• **PROBLEM TO WORK ON**: A verbatim copy of all the data is required; the pictures should not appear in it.

** Opening RECORDED DATA block **

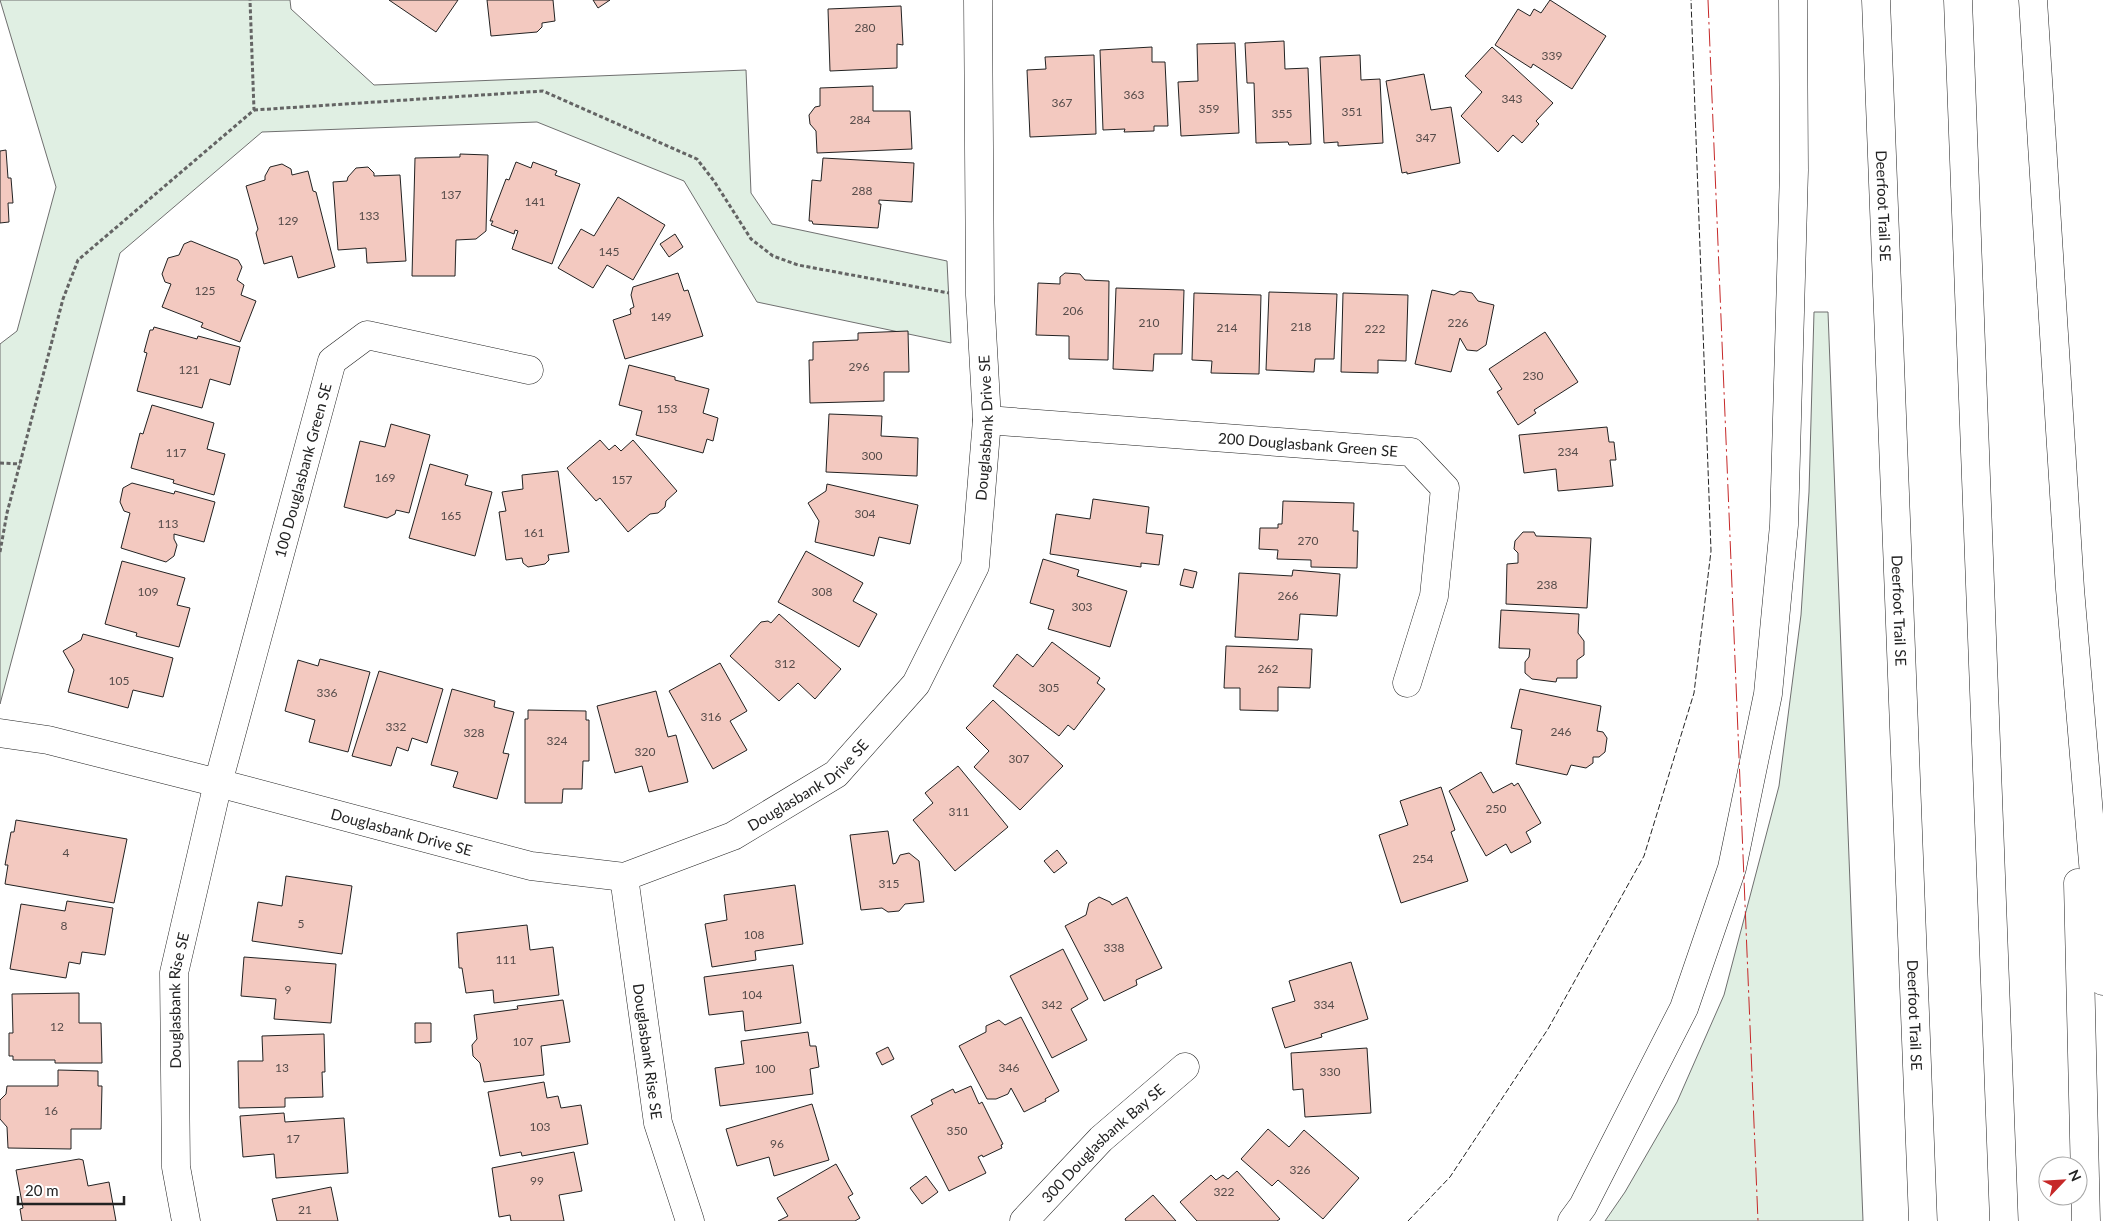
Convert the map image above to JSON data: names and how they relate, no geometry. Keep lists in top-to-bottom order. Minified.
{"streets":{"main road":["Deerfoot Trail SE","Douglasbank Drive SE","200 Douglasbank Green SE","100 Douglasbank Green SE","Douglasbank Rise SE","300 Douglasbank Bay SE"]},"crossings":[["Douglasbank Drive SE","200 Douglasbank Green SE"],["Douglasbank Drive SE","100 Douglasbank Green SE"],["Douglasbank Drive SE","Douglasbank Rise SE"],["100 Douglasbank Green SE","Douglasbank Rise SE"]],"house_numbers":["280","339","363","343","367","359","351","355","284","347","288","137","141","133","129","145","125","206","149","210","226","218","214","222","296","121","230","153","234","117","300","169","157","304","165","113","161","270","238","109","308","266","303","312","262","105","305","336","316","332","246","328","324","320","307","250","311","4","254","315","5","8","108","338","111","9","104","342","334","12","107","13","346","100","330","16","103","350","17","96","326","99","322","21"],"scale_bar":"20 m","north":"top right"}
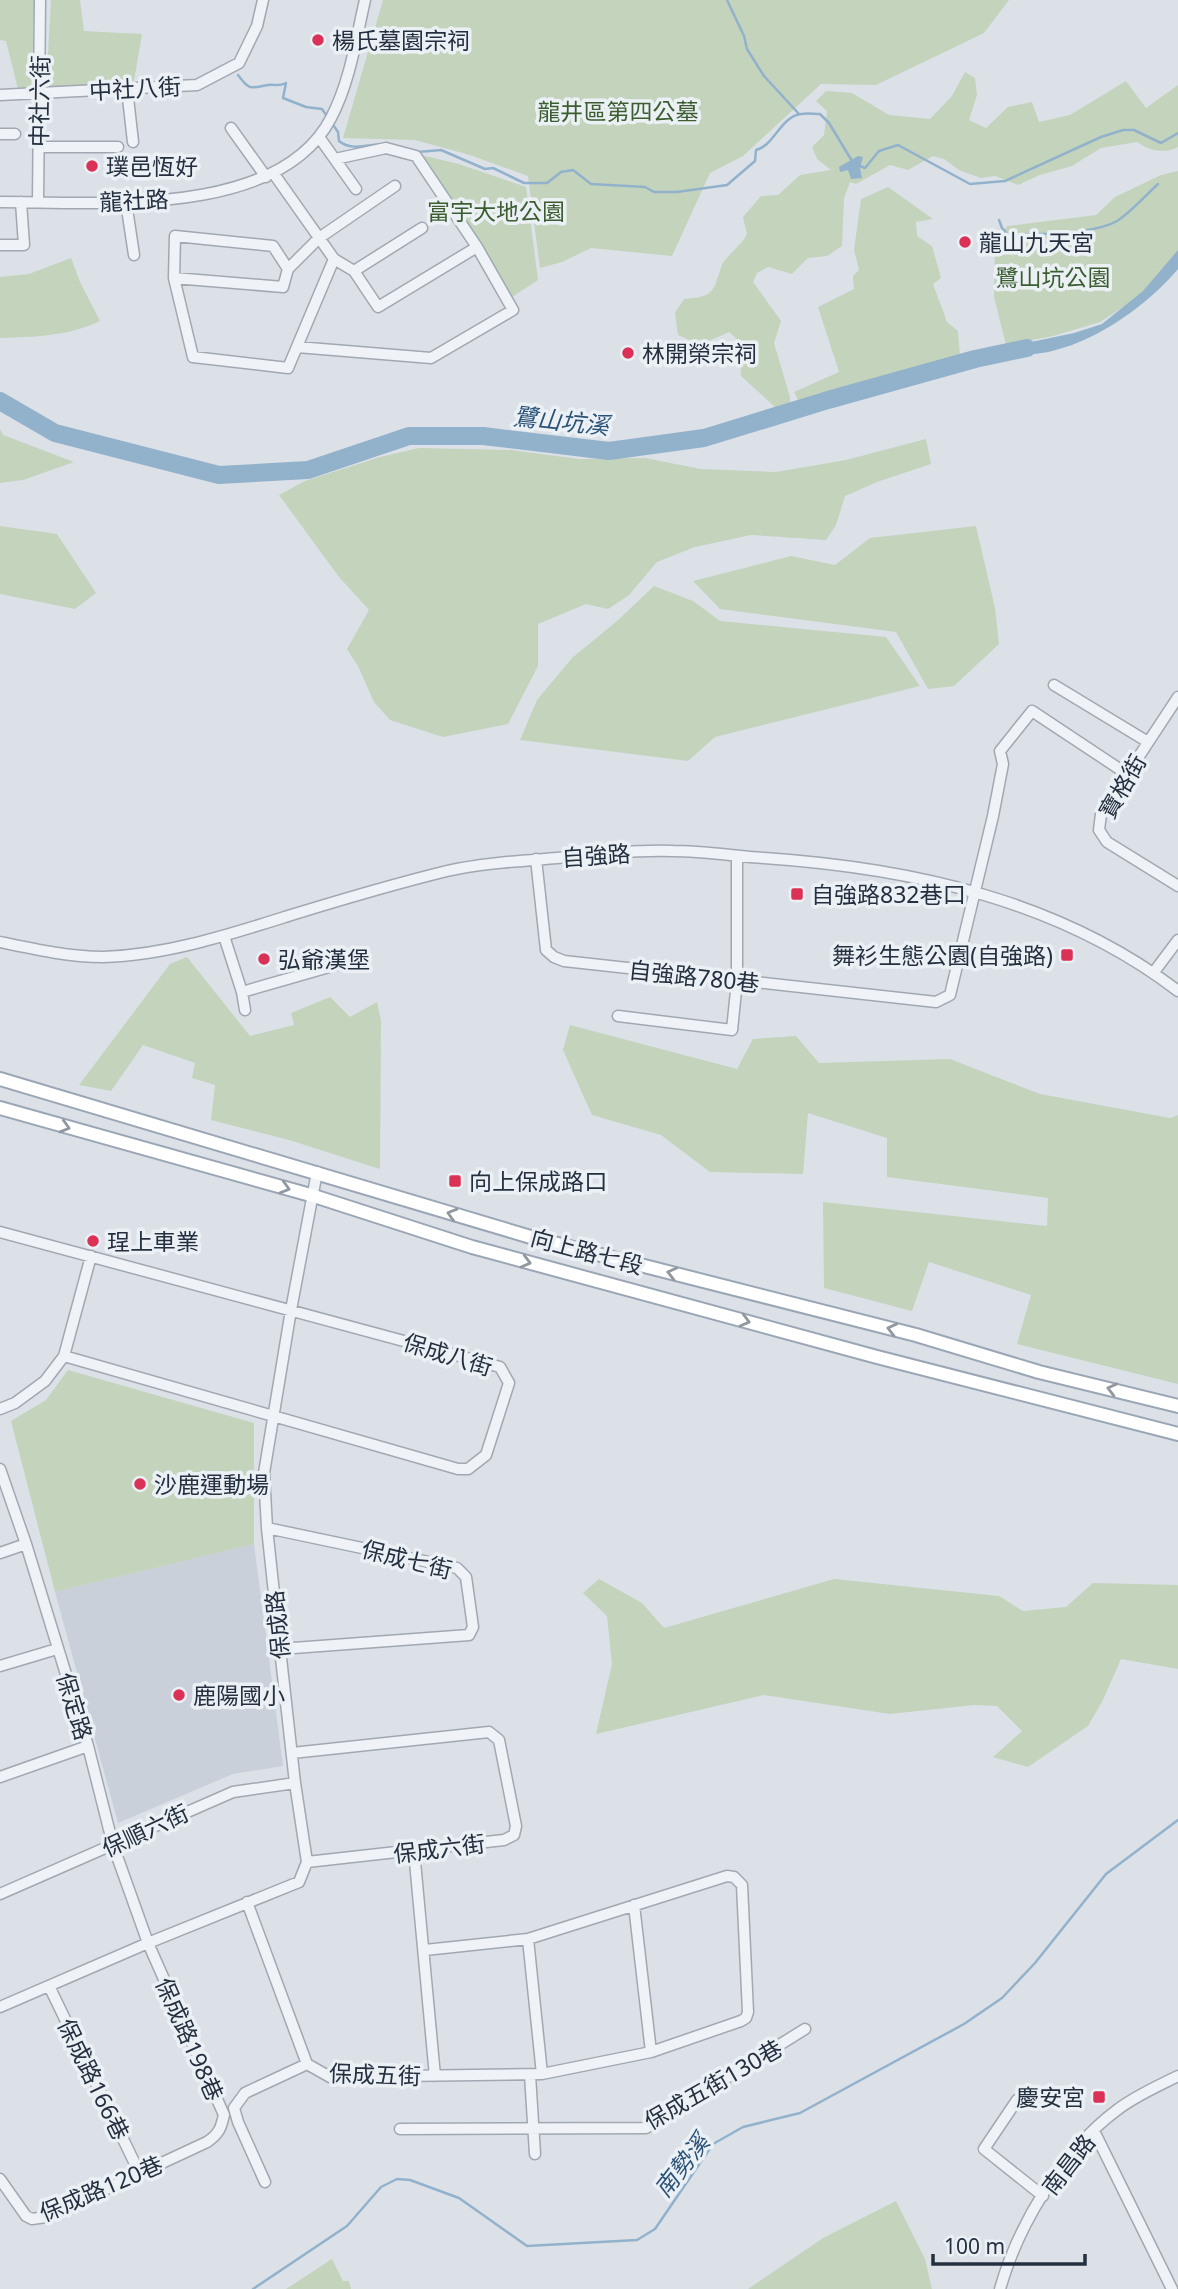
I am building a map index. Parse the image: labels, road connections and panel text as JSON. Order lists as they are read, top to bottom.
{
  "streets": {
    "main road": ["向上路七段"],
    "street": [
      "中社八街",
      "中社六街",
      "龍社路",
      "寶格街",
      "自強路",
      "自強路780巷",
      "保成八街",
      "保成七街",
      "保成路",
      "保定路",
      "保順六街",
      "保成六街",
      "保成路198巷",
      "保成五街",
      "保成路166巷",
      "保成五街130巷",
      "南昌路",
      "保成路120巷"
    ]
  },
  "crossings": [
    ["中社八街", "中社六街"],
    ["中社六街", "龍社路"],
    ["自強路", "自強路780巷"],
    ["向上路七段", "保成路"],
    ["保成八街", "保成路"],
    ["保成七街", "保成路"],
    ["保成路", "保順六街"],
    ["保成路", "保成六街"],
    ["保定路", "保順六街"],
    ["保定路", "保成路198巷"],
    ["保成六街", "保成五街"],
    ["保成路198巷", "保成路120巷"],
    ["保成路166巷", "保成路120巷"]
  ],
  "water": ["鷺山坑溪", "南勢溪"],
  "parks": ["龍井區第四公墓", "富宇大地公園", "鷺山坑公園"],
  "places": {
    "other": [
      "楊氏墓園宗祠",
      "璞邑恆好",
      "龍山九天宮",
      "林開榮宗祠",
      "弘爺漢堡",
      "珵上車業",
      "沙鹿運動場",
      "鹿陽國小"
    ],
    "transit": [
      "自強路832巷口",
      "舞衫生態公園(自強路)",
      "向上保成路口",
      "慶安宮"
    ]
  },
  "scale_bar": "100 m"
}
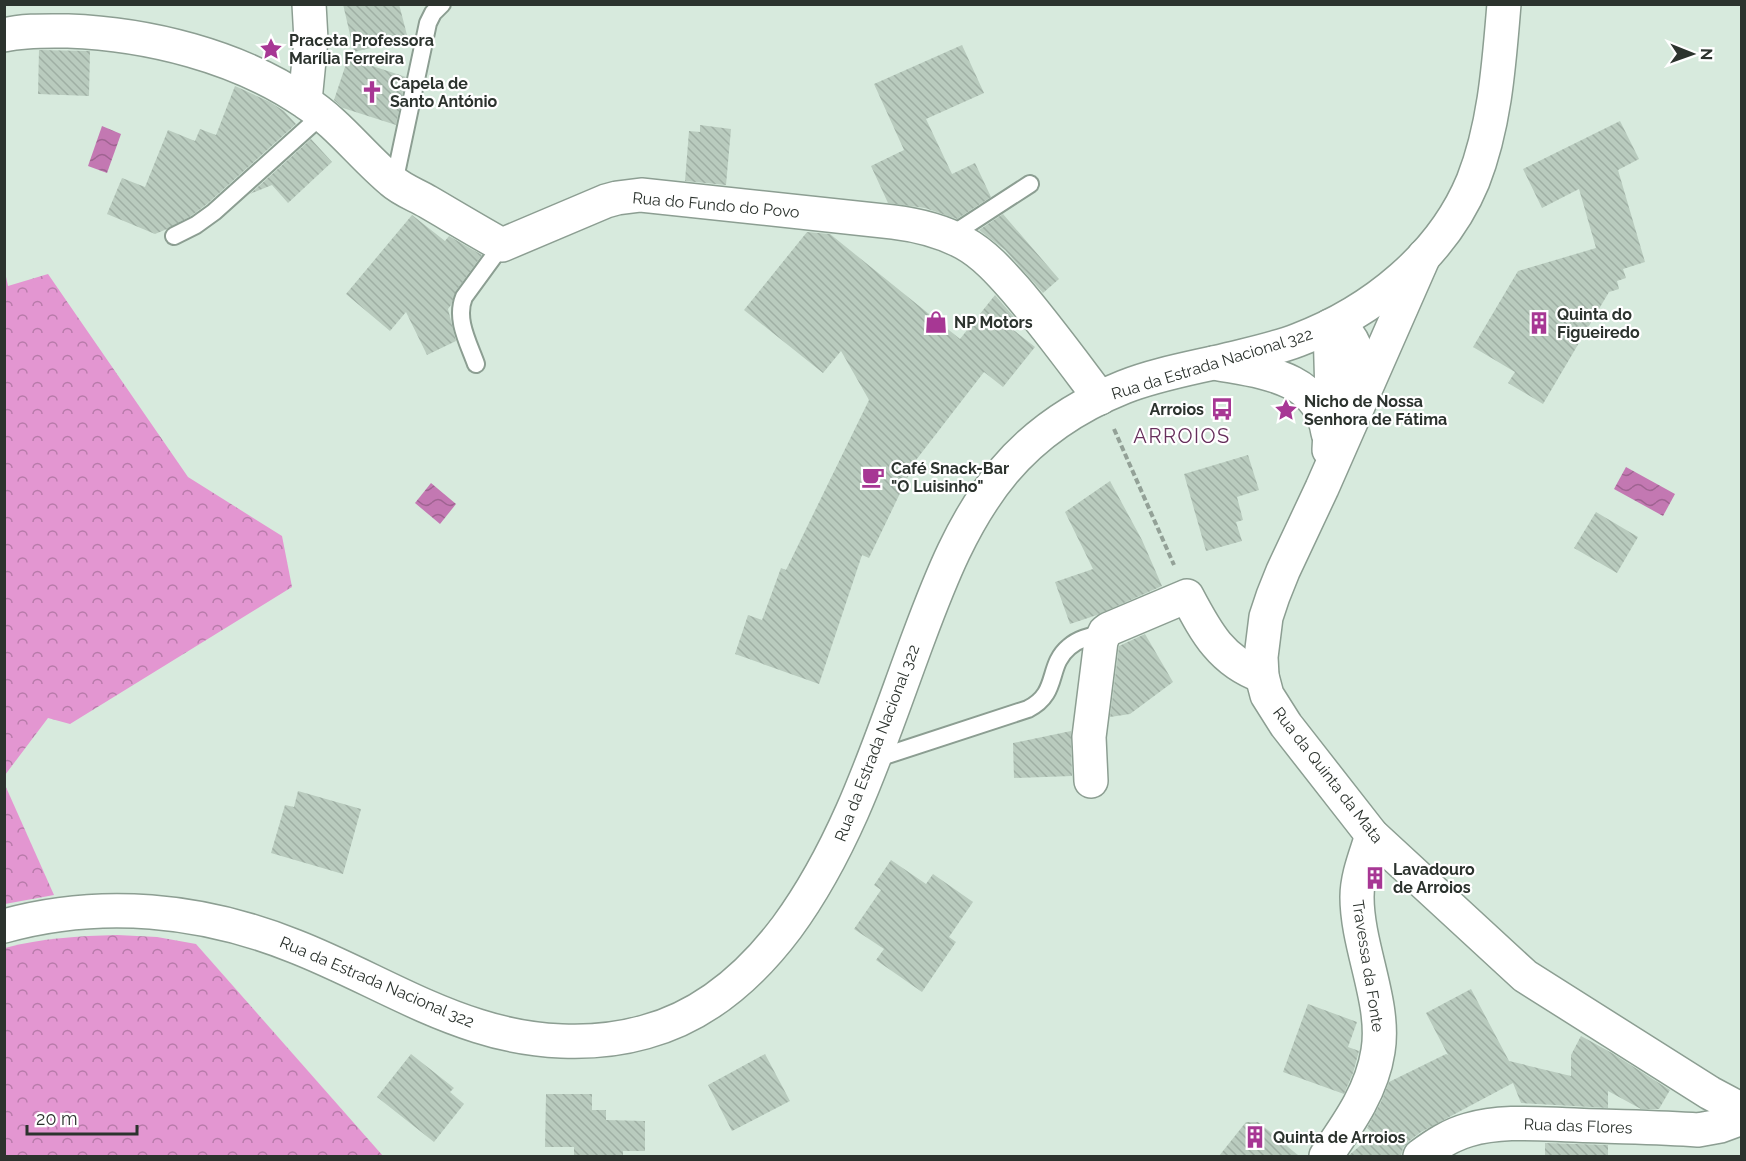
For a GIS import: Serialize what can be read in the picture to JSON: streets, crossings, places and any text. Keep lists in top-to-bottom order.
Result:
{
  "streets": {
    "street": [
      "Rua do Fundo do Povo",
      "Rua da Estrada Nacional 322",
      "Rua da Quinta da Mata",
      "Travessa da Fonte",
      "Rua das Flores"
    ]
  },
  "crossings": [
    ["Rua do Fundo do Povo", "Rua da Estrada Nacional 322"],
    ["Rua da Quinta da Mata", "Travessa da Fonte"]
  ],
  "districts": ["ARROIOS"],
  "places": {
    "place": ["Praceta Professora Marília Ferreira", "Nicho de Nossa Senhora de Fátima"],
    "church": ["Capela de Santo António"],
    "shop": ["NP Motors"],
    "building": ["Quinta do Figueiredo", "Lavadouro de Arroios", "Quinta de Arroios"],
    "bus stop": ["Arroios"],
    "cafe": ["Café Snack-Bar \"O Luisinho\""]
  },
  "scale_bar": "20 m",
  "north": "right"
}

** Closing RECORDED DATA block **

• **FINAL ANSWER**:
Convert the map image above to JSON data: names and how they relate, no geometry. Keep lists in top-to-bottom order. Minified.
{"streets":{"main road":["Deerfoot Trail SE","Douglasbank Drive SE","200 Douglasbank Green SE","100 Douglasbank Green SE","Douglasbank Rise SE","300 Douglasbank Bay SE"]},"crossings":[["Douglasbank Drive SE","200 Douglasbank Green SE"],["Douglasbank Drive SE","100 Douglasbank Green SE"],["Douglasbank Drive SE","Douglasbank Rise SE"],["100 Douglasbank Green SE","Douglasbank Rise SE"]],"house_numbers":["280","339","363","343","367","359","351","355","284","347","288","137","141","133","129","145","125","206","149","210","226","218","214","222","296","121","230","153","234","117","300","169","157","304","165","113","161","270","238","109","308","266","303","312","262","105","305","336","316","332","246","328","324","320","307","250","311","4","254","315","5","8","108","338","111","9","104","342","334","12","107","13","346","100","330","16","103","350","17","96","326","99","322","21"],"scale_bar":"20 m","north":"top right"}
I am building a map index. Parse the image: labels, road connections and panel text as JSON. Order lists as they are read, top to bottom.
{
  "streets": {
    "main road": ["向上路七段"],
    "street": [
      "中社八街",
      "中社六街",
      "龍社路",
      "寶格街",
      "自強路",
      "自強路780巷",
      "保成八街",
      "保成七街",
      "保成路",
      "保定路",
      "保順六街",
      "保成六街",
      "保成路198巷",
      "保成五街",
      "保成路166巷",
      "保成五街130巷",
      "南昌路",
      "保成路120巷"
    ]
  },
  "crossings": [
    ["中社八街", "中社六街"],
    ["中社六街", "龍社路"],
    ["自強路", "自強路780巷"],
    ["向上路七段", "保成路"],
    ["保成八街", "保成路"],
    ["保成七街", "保成路"],
    ["保成路", "保順六街"],
    ["保成路", "保成六街"],
    ["保定路", "保順六街"],
    ["保定路", "保成路198巷"],
    ["保成六街", "保成五街"],
    ["保成路198巷", "保成路120巷"],
    ["保成路166巷", "保成路120巷"]
  ],
  "water": ["鷺山坑溪", "南勢溪"],
  "parks": ["龍井區第四公墓", "富宇大地公園", "鷺山坑公園"],
  "places": {
    "other": [
      "楊氏墓園宗祠",
      "璞邑恆好",
      "龍山九天宮",
      "林開榮宗祠",
      "弘爺漢堡",
      "珵上車業",
      "沙鹿運動場",
      "鹿陽國小"
    ],
    "transit": [
      "自強路832巷口",
      "舞衫生態公園(自強路)",
      "向上保成路口",
      "慶安宮"
    ]
  },
  "scale_bar": "100 m"
}
For a GIS import: Serialize what can be read in the picture to JSON: streets, crossings, places and any text. Keep lists in top-to-bottom order.
Result:
{
  "streets": {
    "street": [
      "Rua do Fundo do Povo",
      "Rua da Estrada Nacional 322",
      "Rua da Quinta da Mata",
      "Travessa da Fonte",
      "Rua das Flores"
    ]
  },
  "crossings": [
    ["Rua do Fundo do Povo", "Rua da Estrada Nacional 322"],
    ["Rua da Quinta da Mata", "Travessa da Fonte"]
  ],
  "districts": ["ARROIOS"],
  "places": {
    "place": ["Praceta Professora Marília Ferreira", "Nicho de Nossa Senhora de Fátima"],
    "church": ["Capela de Santo António"],
    "shop": ["NP Motors"],
    "building": ["Quinta do Figueiredo", "Lavadouro de Arroios", "Quinta de Arroios"],
    "bus stop": ["Arroios"],
    "cafe": ["Café Snack-Bar \"O Luisinho\""]
  },
  "scale_bar": "20 m",
  "north": "right"
}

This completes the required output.